- WHAT THIS TASK INVOLVES
Among the lines below, return each one that contains the word "Sort".

- Stored data entries
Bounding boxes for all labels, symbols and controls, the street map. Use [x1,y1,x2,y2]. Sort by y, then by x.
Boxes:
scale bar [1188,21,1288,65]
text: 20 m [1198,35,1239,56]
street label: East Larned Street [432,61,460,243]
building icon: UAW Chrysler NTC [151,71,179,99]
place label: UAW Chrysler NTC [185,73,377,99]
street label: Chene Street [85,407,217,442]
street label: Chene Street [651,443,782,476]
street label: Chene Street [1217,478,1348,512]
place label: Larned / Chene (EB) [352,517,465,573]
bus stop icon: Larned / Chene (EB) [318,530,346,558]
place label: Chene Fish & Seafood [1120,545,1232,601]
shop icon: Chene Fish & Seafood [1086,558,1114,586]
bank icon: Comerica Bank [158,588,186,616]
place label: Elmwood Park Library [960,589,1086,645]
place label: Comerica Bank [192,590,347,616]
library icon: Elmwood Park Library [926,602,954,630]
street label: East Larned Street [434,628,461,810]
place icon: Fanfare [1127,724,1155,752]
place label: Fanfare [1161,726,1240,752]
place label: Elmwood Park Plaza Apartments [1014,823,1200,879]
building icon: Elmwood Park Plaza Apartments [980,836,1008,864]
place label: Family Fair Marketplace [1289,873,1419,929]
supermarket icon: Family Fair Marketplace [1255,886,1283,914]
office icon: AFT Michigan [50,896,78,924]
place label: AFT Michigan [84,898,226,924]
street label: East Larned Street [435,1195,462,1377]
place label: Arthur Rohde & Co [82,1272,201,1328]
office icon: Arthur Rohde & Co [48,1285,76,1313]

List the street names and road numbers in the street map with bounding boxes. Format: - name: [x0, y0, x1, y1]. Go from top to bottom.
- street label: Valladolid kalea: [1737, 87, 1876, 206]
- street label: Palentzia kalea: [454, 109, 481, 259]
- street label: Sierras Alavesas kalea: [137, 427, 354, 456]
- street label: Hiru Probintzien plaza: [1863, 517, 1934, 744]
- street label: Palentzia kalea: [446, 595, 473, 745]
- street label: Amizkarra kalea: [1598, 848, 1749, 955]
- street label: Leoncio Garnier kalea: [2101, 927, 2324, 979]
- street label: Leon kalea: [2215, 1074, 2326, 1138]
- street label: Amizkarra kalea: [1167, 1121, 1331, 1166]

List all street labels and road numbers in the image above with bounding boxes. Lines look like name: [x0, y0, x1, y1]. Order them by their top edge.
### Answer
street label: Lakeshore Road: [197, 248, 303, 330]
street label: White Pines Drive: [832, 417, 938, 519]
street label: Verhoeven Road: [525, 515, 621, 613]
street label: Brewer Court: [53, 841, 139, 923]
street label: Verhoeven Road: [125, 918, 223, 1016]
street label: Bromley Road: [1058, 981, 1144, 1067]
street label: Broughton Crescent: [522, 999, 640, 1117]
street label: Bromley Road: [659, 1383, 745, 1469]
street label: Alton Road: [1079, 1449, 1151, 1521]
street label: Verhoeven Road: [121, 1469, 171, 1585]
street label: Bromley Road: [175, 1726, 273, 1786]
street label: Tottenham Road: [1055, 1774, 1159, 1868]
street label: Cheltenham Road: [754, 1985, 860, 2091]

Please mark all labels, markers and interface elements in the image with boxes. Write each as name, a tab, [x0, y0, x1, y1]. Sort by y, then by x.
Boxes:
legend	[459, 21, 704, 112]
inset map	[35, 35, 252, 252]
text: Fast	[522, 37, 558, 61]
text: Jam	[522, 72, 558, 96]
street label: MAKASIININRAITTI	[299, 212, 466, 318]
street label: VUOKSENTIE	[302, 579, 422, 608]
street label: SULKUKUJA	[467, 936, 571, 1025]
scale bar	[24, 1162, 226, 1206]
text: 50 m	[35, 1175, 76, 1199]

- RESPONSE TO THE TASK
Bounding boxes for all labels, symbols and controls, the street map. Use [x1,y1,x2,y2]. Sort by y, then by x.
Please mark all labels, markers and interface elements in the image with boxes. Write each as name, a tab, [x0, y0, x1, y1]. Sort by y, then by x.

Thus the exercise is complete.